Dicho todo lo anterior, es necesario insistir en que la noción de frontera no es equivalente a la de muro defensivo ni al confín de soberanía. Incluso en términos clásicos, la distinción entre los términos romanos de limes, confines o vallum es muy compleja. Resumiendo casi al riesgo de la simplificación, diría que si bien ha quedado en nuestra concepción de frontera la idea de confín, de límite y barrera del Estado, esto es, de instrumento de delimitación de la soberanía territorial, al modo que ejemplifica el famoso <muro de Adriano>, no es menos cierto que en el origen mismo de este concepto, la frontera es sobre todo una zona de contacto, de tensión, pero de intercambio.
Y es que, más allá de las delimitaciones artificiales que los Estados convienen (o imponen), es decir, construyen, a efectos de gesto ostensible de soberanía (y por tanto de lógica militar o de policía y defensa), hay pueblos, culturas, intereses y necesidades sociales y económicas que se relacionan a través de la frontera como zona o espacio de contacto. Frente a la noción de frontera como limes, esto es, una línea fortificada que sirve para separar civilización de barbarie, hemos de recuperar la dimensión de frontera como espacio de interacción económica y social que paulatinamente puede propiciar el intercambio, la negociación y el mestizaje: cultural, económica, social, política.
Eso debería ser el Mediterráneo como frontera, escenario de conflictos, pero inevitablemente de conflictos que nos han constituido, que han construido lo que somos. Es el cierre, el bloqueo, el alzamiento de continuas y enormes dificultades que reducen hasta casi eliminar ese espacio de contacto —insisto, no arcádico— lo que a mi juicio constituye el error más grave de nuestras políticas de inmigración y asilo, que tiene como consecuencia convertir las fronteras en instrumentos de necropolítica.
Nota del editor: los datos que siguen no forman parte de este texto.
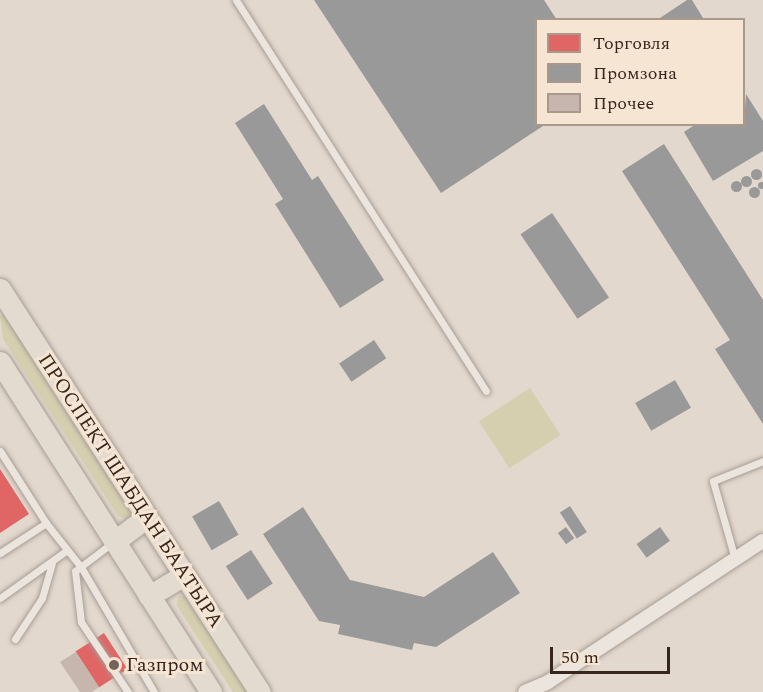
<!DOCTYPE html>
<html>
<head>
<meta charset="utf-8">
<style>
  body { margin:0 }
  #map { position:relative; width:763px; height:692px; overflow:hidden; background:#e3d8cd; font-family:Spectral,serif }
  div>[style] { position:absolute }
  .green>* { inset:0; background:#d6cfaf; transform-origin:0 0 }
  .shops>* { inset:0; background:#e06666; transform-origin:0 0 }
  .industry>* { inset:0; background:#999; transform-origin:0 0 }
  .round { border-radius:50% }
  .building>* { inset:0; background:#c7b6ae }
  .roads { filter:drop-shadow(0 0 2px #a89e96) drop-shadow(0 0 2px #a89e96) }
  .service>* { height:7px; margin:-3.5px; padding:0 3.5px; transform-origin:3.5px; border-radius:3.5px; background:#ece5de }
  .minor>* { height:14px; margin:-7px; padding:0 7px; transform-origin:7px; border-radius:7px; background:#ece5de }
  .primary>* { height:21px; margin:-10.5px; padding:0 10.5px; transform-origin:10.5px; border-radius:10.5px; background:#e3dad0 }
  .dots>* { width:16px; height:16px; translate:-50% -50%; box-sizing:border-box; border:3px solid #f5e5d2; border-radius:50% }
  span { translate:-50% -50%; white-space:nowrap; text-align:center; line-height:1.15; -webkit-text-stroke:6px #f5e5d2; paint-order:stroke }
  .street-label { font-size:20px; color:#37261e }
  .poi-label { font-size:20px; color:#37261e }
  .left { translate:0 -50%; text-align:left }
  .legend { position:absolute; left:535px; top:18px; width:210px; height:108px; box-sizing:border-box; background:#f5e5d2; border:2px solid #a9998a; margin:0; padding:8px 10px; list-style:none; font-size:18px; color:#37261e }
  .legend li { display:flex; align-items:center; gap:12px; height:30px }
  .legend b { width:30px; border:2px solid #a9998a }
  .scale { position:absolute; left:550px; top:647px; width:120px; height:27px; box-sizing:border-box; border:3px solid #37261e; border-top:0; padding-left:8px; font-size:18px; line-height:21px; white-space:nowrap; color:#37261e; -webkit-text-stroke:4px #f5e5d2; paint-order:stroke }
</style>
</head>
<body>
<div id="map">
  <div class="green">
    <i style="clip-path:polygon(4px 314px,9px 316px,137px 511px,129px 520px,118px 516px,3px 339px,0 316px)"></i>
    <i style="left:530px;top:388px;width:56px;height:61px;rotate:57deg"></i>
    <i style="clip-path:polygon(189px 593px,254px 692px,233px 692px,177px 606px,178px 597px)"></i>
  </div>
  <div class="shops">
    <i style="clip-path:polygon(0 469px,29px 514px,0 533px)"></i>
    <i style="left:104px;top:633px;width:43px;height:34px;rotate:57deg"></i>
  </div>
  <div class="industry">
    <i style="clip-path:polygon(314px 0,544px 0,557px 20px,536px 20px,536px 124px,546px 124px,441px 193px)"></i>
    <i style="clip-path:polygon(687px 0,692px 0,703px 18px,657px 20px)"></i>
    <i style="clip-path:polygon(746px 94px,763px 121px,763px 151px,713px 181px,684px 132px,696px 124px,744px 124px)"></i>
    <i style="clip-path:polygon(264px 104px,312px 180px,318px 176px,384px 280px,340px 308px,275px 204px,283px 199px,235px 123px)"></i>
    <i style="clip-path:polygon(664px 144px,763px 300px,763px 424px,715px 349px,730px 340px,622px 171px)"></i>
    <i class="round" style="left:750.5px;top:168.5px;width:11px;height:11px"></i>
    <i class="round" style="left:740.5px;top:175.5px;width:11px;height:11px"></i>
    <i class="round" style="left:730.5px;top:180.5px;width:11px;height:11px"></i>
    <i class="round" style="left:757.5px;top:181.5px;width:7px;height:7px"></i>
    <i class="round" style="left:748.5px;top:186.5px;width:11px;height:11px"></i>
    <i style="left:552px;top:213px;width:102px;height:38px;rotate:56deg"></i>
    <i style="left:374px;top:340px;width:22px;height:42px;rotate:56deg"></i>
    <i style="left:675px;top:380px;width:32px;height:46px;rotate:60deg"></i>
    <i style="left:219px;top:501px;width:39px;height:31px;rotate:60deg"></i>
    <i style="left:570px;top:506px;width:31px;height:12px;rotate:57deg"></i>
    <i style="clip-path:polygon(303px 507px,350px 580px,424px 597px,493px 552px,520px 593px,436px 647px,414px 643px,412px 650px,338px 634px,340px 625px,319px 621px,263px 534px)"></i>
    <i style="left:566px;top:527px;width:14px;height:10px;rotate:54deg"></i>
    <i style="left:660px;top:527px;width:17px;height:29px;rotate:54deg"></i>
    <i style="left:251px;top:550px;width:40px;height:30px;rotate:57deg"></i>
  </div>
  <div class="building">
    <i style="clip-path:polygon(76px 652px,99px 687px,92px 692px,80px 692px,60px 662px)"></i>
  </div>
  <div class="roads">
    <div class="service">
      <i style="left:236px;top:0;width:464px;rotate:57.4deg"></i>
      <i style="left:0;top:451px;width:85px;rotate:57.4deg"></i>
      <i style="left:46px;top:523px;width:56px;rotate:51.5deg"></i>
      <i style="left:81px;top:567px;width:145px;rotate:59.7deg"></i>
      <i style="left:112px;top:543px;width:46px;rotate:142.9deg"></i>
      <i style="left:75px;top:571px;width:51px;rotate:83.3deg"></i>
      <i style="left:81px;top:622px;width:84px;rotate:56.1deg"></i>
      <i style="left:0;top:553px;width:55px;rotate:-33.1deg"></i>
      <i style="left:735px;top:559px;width:81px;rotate:-105.8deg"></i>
      <i style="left:713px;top:481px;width:54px;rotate:-21.8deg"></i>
      <i style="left:0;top:598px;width:81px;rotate:-35.5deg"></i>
      <i style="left:15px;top:639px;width:49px;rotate:-56.6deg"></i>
      <i style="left:42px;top:598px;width:36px;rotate:-74deg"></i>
    </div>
    <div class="minor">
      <i style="left:525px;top:692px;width:25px;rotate:-23deg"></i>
      <i style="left:548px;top:682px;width:257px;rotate:-33.3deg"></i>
    </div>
    <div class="primary">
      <i style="left:0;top:289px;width:480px;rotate:57.2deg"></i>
      <i style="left:0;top:362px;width:392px;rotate:57.4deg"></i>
      <i style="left:115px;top:541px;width:39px;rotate:-37deg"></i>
      <i style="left:149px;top:596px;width:41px;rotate:-31deg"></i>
    </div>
  </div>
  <div class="dots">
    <i style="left:114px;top:665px;background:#73645b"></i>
  </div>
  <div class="street-label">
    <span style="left:130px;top:491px;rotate:57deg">ПРОСПЕКТ ШАБДАН БААТЫРА</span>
  </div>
  <div class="poi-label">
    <span class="left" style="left:126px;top:665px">Газпром</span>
  </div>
  <ul class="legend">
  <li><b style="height:16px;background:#e06666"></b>Торговля</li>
  <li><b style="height:16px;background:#999"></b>Промзона</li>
  <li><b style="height:16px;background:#c7b6ae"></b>Прочее</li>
  </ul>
  <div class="scale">50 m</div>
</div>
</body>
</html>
Un error que, por lo demás, constituye una gravísima contradicción con todos los intentos de optimizar los beneficios que ambas partes (la UE, desde luego) podrían obtener de la existencia de un espacio común.
La última de las paradojas es el incremento de las fronteras internas de las democracias, en el sentido señalado por Balibar y Wallerstein: el incremento del proceso de dualización interno, de desigualdad. Cada vez más ríos y cada vez más precarización, con el estrechamiento de la clase media y la precarización de una gran parte d ela clase trabajadora.